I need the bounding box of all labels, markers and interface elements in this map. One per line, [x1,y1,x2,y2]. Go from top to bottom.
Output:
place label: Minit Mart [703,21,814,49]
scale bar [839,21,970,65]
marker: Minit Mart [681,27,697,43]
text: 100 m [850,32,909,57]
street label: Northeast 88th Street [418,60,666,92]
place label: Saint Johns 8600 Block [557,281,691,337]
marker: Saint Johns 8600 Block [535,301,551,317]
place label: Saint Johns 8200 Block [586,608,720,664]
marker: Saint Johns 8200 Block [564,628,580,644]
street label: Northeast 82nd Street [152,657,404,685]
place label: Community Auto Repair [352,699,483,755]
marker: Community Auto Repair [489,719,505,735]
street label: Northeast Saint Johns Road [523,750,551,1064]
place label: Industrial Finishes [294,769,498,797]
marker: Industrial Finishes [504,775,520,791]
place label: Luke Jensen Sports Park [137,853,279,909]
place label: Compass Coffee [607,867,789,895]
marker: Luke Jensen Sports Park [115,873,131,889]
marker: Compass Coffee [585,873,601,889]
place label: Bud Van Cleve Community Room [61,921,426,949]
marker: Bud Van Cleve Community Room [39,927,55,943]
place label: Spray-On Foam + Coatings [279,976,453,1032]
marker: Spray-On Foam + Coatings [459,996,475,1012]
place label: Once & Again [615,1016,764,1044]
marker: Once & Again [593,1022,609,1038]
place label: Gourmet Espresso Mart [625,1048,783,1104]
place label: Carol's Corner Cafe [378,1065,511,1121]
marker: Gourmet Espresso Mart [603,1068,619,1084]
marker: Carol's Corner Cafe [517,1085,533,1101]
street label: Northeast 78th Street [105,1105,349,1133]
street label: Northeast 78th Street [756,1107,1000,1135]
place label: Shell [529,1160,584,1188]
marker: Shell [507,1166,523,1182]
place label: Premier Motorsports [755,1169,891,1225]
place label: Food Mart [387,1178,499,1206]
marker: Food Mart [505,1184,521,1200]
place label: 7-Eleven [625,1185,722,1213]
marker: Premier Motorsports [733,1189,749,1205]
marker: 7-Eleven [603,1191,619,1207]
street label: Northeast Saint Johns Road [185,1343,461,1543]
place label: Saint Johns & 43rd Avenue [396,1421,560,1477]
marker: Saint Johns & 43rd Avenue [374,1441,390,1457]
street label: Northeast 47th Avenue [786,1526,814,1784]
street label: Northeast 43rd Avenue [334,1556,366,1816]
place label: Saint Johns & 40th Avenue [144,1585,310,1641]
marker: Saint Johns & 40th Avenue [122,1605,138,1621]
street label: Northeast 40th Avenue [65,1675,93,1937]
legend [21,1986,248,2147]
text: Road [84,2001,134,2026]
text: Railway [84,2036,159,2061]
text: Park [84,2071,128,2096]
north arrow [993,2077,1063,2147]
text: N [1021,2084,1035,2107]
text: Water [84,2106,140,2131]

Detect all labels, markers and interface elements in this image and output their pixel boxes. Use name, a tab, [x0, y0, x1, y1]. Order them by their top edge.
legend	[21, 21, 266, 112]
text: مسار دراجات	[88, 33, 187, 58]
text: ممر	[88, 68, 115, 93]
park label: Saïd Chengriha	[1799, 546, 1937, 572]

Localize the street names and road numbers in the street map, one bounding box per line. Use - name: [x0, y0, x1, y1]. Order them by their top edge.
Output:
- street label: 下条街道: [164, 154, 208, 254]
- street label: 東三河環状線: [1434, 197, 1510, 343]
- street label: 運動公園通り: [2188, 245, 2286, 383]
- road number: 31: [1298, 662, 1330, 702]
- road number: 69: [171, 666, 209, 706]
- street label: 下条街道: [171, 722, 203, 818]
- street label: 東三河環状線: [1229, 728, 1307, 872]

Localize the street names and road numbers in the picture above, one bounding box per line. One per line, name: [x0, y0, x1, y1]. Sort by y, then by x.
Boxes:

## EXERCISE DETAILS
Across all the records above, find each line with "names" in it and copy it.

## ANSWER TO THIS TASK
Localize the street names and road numbers in the street map, one bounding box per line. Use - name: [x0, y0, x1, y1]. Order them by their top edge.
Localize the street names and road numbers in the picture above, one bounding box per line. One per line, name: [x0, y0, x1, y1]. Sort by y, then by x.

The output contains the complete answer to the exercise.